EXERCISE
In the records that follow, locate every line with "column" and extract it.

Saved entries
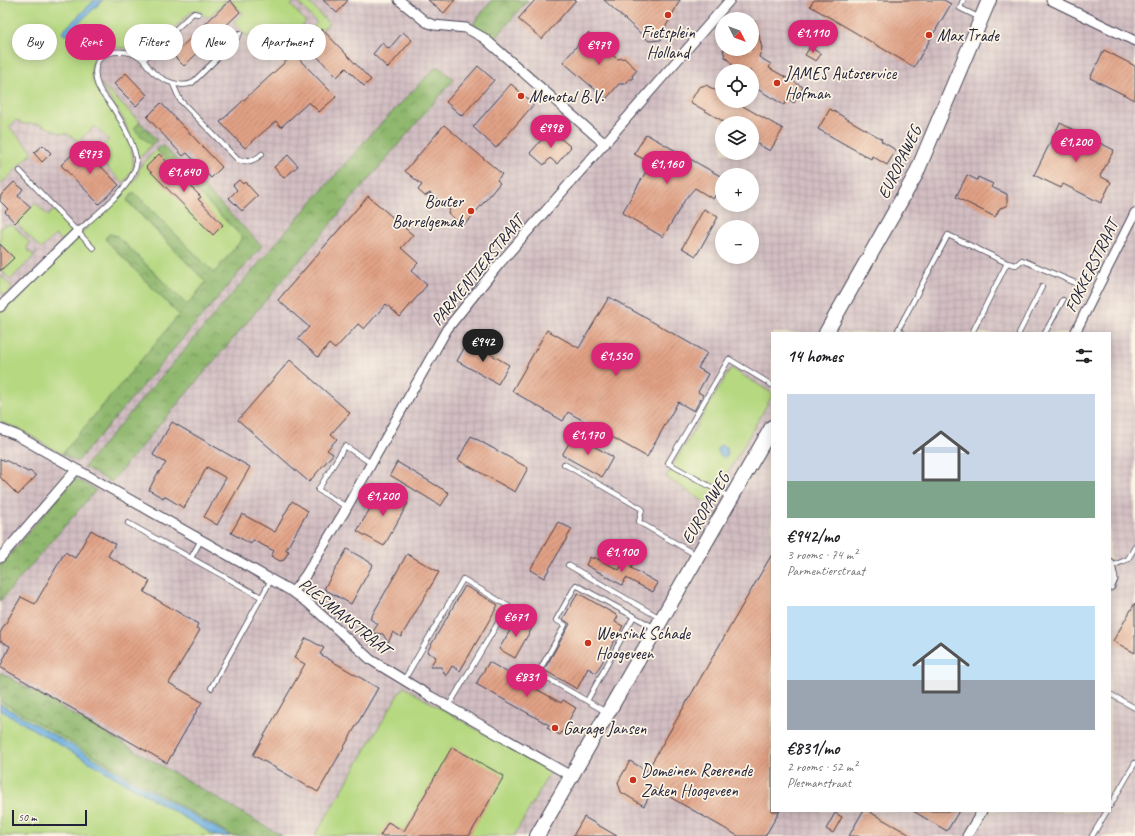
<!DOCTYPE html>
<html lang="en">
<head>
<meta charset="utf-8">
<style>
	:root { --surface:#fff; --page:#f2f2f2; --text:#202124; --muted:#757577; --accent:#db2777 }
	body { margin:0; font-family:Caveat,sans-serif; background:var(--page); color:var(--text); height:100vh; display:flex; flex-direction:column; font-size:15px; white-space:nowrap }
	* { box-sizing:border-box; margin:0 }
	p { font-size:13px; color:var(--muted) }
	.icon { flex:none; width:22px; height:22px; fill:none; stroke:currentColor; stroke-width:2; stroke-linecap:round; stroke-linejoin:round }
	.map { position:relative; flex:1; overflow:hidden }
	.details { position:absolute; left:771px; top:332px; width:340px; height:480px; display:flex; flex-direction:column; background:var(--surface); border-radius:0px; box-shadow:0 2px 10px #0003 }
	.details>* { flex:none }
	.banner { position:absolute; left:12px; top:24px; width:380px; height:36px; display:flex; gap:8px }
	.needle { width:26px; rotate:132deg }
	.buttons { position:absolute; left:715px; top:12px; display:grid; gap:8px }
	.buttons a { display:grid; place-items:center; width:44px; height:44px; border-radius:50%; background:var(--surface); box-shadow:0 2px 10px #0003; font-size:20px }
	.scale { position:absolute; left:12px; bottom:10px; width:75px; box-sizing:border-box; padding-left:4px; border:2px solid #22223b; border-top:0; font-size:11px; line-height:14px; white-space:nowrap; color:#22223b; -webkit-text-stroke:3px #fcf5e5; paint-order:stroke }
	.price { position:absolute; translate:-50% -34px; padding:0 9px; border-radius:14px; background:var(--accent); color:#fff; font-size:13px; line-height:26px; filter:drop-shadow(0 1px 2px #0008) }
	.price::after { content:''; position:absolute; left:50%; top:24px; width:12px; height:9px; margin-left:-6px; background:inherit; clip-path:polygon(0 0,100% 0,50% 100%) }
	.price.selected { background:#222; color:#fff }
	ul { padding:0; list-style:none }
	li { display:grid; align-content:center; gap:8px; height:212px; padding:0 16px }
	li span { display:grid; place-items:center; height:124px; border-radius:0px; color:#555 }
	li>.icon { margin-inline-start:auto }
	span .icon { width:72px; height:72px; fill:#fffc; stroke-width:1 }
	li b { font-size:17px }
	h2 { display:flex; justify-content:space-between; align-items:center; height:48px; padding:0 16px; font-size:17px }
	.chip { padding:0 14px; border-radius:18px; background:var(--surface); box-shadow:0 2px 10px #0003; font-size:14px; line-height:36px }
	.chip.selected { background:var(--accent); color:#fff }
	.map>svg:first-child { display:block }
</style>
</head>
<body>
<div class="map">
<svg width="1135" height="836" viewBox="0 0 1135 836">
	<defs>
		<pattern id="industrial-grid" width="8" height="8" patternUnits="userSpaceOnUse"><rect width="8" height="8" fill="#d2bec2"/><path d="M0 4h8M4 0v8" fill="none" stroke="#b4a3a8"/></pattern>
		<pattern id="forest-crowns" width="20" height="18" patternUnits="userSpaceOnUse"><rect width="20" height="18" fill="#90b86e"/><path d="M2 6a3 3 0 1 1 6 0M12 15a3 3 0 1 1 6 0" fill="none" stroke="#75955c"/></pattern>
		<pattern id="building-hatch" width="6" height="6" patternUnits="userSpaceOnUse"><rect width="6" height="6" fill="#e1a185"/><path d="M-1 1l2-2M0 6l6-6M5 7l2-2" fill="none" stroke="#b6836e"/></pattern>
	</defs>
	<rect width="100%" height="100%" fill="#fcf5e5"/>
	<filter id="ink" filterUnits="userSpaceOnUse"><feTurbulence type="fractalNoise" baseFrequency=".025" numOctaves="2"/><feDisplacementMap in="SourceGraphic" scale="8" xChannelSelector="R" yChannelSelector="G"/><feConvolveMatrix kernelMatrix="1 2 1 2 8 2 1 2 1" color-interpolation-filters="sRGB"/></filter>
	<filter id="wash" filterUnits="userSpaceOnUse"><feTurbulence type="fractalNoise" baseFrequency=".012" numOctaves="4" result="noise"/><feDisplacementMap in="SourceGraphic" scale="16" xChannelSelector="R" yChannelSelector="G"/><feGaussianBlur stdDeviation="0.9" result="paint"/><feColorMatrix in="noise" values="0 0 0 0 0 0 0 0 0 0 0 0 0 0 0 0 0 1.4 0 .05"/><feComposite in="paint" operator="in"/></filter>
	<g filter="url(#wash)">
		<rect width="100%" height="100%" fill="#f5e9cf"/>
		<!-- industrial -->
		<path fill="url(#industrial-grid)" fill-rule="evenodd" d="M0,0H1135V836H275L0,674ZM722,19H752V49H722ZM722,71H752V101H722ZM722,123H752V153H722ZM722,175H752V205H722ZM722,227H752V257H722ZM772,333H1110V811H772Z"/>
		<!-- grass -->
		<path fill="#b5d880" stroke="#6c7d5e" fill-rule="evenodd" d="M0,0H95L62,32L66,35L103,0H227L208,18L197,10L192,11L149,52C138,54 126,45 113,48C108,50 101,54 97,58C79,75 109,104 118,119C124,131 132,146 133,159C135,169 129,176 123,183L94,154L109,140L95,126L78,141L68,134L60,133L40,124H23L16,120L9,127L33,152L0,185Z
			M230,0H307L329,24L318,32L313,27L317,23L296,0L291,5L306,22L282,45L275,39L243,34V31L234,22L243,13Z
			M100,83L140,122L134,129L151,145L144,154L138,157L124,120Z
			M156,150L243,238L214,273L134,193L127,201L206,282L187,305L117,236L109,234L105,239L179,315L62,454L17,428L0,422V312L132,184L138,176L139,168Z
			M35,202L48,216L54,210L72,231L62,241L55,235L41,249L16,223L34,205Z
			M5,225H13L30,243L27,247L28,251L33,255L38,252L10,280L1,270L13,258L0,244V228Z
			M0,275L13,288L5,295L0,291Z
			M731,368L772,393V396L709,505L666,477ZM721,446L727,449L726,457L718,452Z
			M404,687L550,772L514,836H315L399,693Z
			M0,701L202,818L233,836H0Z"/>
		<!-- forest -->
		<path fill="url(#forest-crowns)" stroke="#596d54" d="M492,0H528L494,40L473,24Z
			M437,66L454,79L111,482L84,467L295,221L372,133Z
			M140,122L157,140L151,145L134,129Z
			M162,145L262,246L77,462L62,454L179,315L105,239L109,234L117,236L187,305L206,282L127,200L134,192L214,273L243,238L156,150Z
			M75,478L96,490L0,601V566Z
			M0,672L282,836H233L0,701Z"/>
		<!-- water -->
		<path fill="#6aaedf" stroke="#46688d" d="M95,0H103L66,35H64L62,32Z
			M720,445L727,448V457C722,458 718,454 717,449Z
			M0,704L230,836H216L0,710Z"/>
		<g id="blocks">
			<!-- building -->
			<path fill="url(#building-hatch)" d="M230,0L240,12L184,66L173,55Z
				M323,0H348L337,13Z
				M428,0H455L444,13Z
				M535,0H576L542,39L518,19Z
				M604,0H680L666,26L661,40L649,41Z
				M814,0H944L951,4L914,67L810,6Z
				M755,21L762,48L759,57L771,64L769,68L803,87L794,103L788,99L784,105L752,86V71H729L732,64L725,57L723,49H752V22Z
				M322,29L371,80L364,86L346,68L337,77L306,45Z
				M403,32L412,40L388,68L373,54L382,43L389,49Z
				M588,33L617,59L624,58L637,70L632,76L633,79H629L626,84H619L606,99L563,62Z
				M810,47L821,54L816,61L805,55Z
				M1104,50L1135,66V100L1090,78Z
				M294,54L336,97L319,112L309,102L281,127L276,121L245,148L220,122Z
				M478,66L494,80L462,116L446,102Z
				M126,73L147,95L136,106L114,84Z
				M511,84L534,104L496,148L473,127Z
				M706,85L722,94V101H734L783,129L770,151L752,141V123H726L690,102L699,87Z
				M161,103L222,167L211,178L187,153L183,156L147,117Z
				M830,109L882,139L881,141L896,150L887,165L872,156L871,159L818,129Z
				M1060,123L1114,150L1100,176L1111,182L1101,203L1063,184L1061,188L1034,175Z
				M444,125L502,174L497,180L500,183L469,220L462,225L448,213L450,210L430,193L425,196L418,190L422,185L405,171Z
				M550,130L571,147L557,164L550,158L544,165L530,153Z
				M646,134L722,177V184L713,199L695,188L686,198L663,237L622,213L651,163L634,154Z
				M43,145L51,153L42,162L34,153Z
				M81,146L119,185L99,204L61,165Z
				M159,154L201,197L198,199L223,225L213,235L146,167Z
				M288,155L298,166L284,178L274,167Z
				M967,175L977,180L978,177L993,184L991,187L1007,194V206L1000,208L995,217L956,197Z
				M239,180L243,184L245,182L258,196L242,211L229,198L237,190L233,185Z
				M14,182L23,189L18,196L31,207L15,223L5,212L8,209L0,201L1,195Z
				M368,196L413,235L401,248L418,263L411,271L427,285L400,317L386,304L364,329L358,324L335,349L329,344L318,357L298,339L309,327L278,300Z
				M704,209L718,217L696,256L682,248Z
				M0,244L14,258L0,271Z
				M609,297L707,353L698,368L708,374L698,392L703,395L694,411L678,402L647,457L568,412L563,421L512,391L547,330L579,348Z
				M468,341L509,365L498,384L457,361Z
				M290,360L350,413L331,434L337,439L327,450L333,454L309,482L238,420Z
				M172,422L250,467L217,525L204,517L226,478L207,467L184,508L164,496L163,498L149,490L156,476L166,463L153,455Z
				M574,435L613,457L602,477L562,455Z
				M471,436L528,468L515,492L458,460Z
				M0,459L7,461L28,472L30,471L36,476L18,495L0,477Z
				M397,462L449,493L441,506L390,475Z
				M382,488L408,503L384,546L357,531Z
				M292,501L308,511L286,550L289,551L284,560L280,561L271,556L274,551L253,540L251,544L231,533L242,514L275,532Z
				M558,522L572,529L544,578L530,570Z
				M91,530L115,544L108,556L150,581L144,592L198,624L196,628L200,630L169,683L202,702L167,763L0,667L10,646L0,641V633L21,597L35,604L65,552L75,558Z
				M347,549L373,564L351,604L324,589Z
				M407,554L439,572L401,637L393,632L388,643L383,634L372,633L378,624L370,619Z
				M772,554V811H780L765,836H738L654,788L644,806L621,792L618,782L630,761L647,771Z
				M590,557L593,559L594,557L619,570L626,558L634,562L631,568L658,583L653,592L626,578L622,585L586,565Z
				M465,586L498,605L460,671L452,666L446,676L441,667H430L436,657L427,652Z
				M578,593L618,616L615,622L623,626L596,673L588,668L577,689L544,670L570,624L563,619Z
				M1135,603V653L1113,641Z
				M518,617L533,626L515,658L499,649Z
				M306,638L324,648L320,654L378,688L318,792L253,755L305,664L294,658Z
				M489,662L561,703L563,700L576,708L560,735L547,728L549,725L476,684Z
				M452,747L504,776L469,836H380L388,822L404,831Z
				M863,811H868L912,836H849Z
				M913,811H959L947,831Z
				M835,813L842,817L833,833L826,829Z
				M584,817L617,836H573Z"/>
		</g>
	</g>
	<g filter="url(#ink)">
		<use href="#blocks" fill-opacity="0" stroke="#424051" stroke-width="1"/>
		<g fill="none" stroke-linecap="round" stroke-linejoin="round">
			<defs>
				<path id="lane" d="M963,0L960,8L980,18
					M143,60L193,13L198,14
					M173,84L180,100L238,160C248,163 254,161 262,154
					M20,171L93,248
					M78,231C94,216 131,188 136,166C139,152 121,120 113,108C109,101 102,95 99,88C94,78 93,61 104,55C114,50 130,51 140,57C145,60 148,68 154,73C164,81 180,88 192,83L235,41L240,33
					M1007,263L1016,265L1022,260L1078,284
					M903,333L898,330L948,235L1007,263L972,333
					M1019,333L1042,287
					M1045,333L1063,300
					M564,464L642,509L639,522L696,555
					M729,497L668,463L729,359L772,385
					M347,507L318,490L345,446L371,463
					M128,523L261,597
					M191,558L201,540
					M568,565L660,618
					M1112,566L1128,559L1135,547
					M404,680L463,579L508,606L448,707
					M211,688L271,580
					M1110,694L1135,708
					M587,701L538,673L565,625L556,620L576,585L655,628
					M606,712L587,701L634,616
					M1110,806L1135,763
					M1092,836L1107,811"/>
				<path id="street" d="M399,0L426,22L434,25L466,28L484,38L605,144
					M1051,0L1135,41
					M0,307L78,231
					M1075,333L1135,213
					M0,429L16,435L293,592L307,602L371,660L430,696L571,776
					M0,558L76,470
					M1110,564L1113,579L1110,586
					M293,592L305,576L343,514L447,329L500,263L730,0
					M967,836L982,811"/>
				<path id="primary" d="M826,333L916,174L989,0
					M537,836L772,427"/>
			</defs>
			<!-- lane casing -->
			<use href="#lane" stroke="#424051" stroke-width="6"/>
			<!-- street casing -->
			<use href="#street" stroke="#424051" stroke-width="11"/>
			<!-- primary casing -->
			<use href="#primary" stroke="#424051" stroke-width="16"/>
			<!-- lane -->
			<use href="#lane" stroke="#fff" stroke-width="4.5"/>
			<!-- street -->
			<use href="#street" stroke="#fff" stroke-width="9"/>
			<!-- primary -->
			<use href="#primary" stroke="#fff" stroke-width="14"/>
		</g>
	</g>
	<!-- markers -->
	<g fill="#c8321e" stroke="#fcf5e5" stroke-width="1.5">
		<circle cx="668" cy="15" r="4"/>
		<circle cx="929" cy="35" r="4"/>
		<circle cx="777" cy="83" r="4"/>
		<circle cx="521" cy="96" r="4"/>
		<circle cx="471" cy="211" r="4"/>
		<circle cx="588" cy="643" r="4"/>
		<circle cx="555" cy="728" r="4"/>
		<circle cx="633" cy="780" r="4"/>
	</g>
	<g text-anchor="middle" stroke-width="3.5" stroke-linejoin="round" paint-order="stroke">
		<!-- poi labels -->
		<g font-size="17" fill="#22223b" stroke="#fcf5e5" text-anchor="start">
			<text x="668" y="38" text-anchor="middle">Fietsplein<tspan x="668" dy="20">Holland</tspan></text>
			<text x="937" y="41">Max Trade</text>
			<text x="785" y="79">JAMES Autoservice<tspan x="785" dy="20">Hofman</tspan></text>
			<text x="529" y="102">Menotal B.V.</text>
			<text x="463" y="207" text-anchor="end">Bouter<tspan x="463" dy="20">Borrelgemak</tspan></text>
			<text x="596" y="639">Wensink Schade<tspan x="596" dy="20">Hoogeveen</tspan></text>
			<text x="563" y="734">Garage Jansen</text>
			<text x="641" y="776">Domeinen Roerende<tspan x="641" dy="20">Zaken Hoogeveen</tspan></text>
		</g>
		<!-- street labels -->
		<g font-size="17" fill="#22223b" stroke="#fcf5e5">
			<text transform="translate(899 162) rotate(-64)" y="6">EUROPAWEG</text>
			<text transform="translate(1091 266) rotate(-64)" y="6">FOKKERSTRAAT</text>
			<text transform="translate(477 270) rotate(-51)" y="6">PARMENTIERSTRAAT</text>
			<text transform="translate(705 508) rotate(-60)" y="6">EUROPAWEG</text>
			<text transform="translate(345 616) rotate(39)" y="6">PLESMANSTRAAT</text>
		</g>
	</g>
</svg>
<div class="buttons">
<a><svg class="needle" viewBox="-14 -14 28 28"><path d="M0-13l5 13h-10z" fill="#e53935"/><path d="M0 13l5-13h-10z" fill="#757577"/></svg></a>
<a><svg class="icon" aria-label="locate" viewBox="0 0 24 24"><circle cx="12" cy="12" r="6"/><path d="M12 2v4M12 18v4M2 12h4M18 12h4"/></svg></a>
<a><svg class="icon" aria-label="layers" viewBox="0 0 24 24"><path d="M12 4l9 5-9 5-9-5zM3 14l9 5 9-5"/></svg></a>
<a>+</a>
<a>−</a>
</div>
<div class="scale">50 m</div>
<b class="price" style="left:813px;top:54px">€1,110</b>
<b class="price" style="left:599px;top:66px">€979</b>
<b class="price" style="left:551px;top:149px">€998</b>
<b class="price" style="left:1076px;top:163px">€1,200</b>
<b class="price" style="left:90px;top:175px">€973</b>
<b class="price" style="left:667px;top:185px">€1,160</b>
<b class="price" style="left:184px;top:193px">€1,640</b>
<b class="price selected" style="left:483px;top:363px">€942</b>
<b class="price" style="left:616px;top:377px">€1,550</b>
<b class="price" style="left:588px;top:456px">€1,170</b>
<b class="price" style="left:383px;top:517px">€1,200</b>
<b class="price" style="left:622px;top:573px">€1,100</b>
<b class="price" style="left:516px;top:638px">€671</b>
<b class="price" style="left:527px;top:698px">€831</b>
<div class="banner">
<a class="chip">Buy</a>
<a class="chip selected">Rent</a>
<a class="chip">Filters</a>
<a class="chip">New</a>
<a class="chip">Apartment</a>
</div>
<section class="details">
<h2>14 homes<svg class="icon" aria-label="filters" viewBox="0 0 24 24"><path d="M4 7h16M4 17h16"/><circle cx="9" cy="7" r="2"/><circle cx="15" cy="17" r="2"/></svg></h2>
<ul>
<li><span style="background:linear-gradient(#c9d6e8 70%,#7fa58c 0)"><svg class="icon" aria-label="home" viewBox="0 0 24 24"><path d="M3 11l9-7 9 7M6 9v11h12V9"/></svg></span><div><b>€942/mo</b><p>3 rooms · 74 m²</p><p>Parmentierstraat</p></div></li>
<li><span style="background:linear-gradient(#bfe0f5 60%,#9aa5b1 0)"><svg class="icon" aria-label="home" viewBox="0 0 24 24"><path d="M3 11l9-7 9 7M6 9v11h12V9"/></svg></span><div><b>€831/mo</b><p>2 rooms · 52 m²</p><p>Plesmanstraat</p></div></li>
</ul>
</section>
</div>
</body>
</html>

OUTPUT FOR THIS TASK
	body { margin:0; font-family:Caveat,sans-serif; background:var(--page); color:var(--text); height:100vh; display:flex; flex-direction:column; font-size:15px; white-space:nowrap }
	.details { position:absolute; left:771px; top:332px; width:340px; height:480px; display:flex; flex-direction:column; background:var(--surface); border-radius:0px; box-shadow:0 2px 10px #0003 }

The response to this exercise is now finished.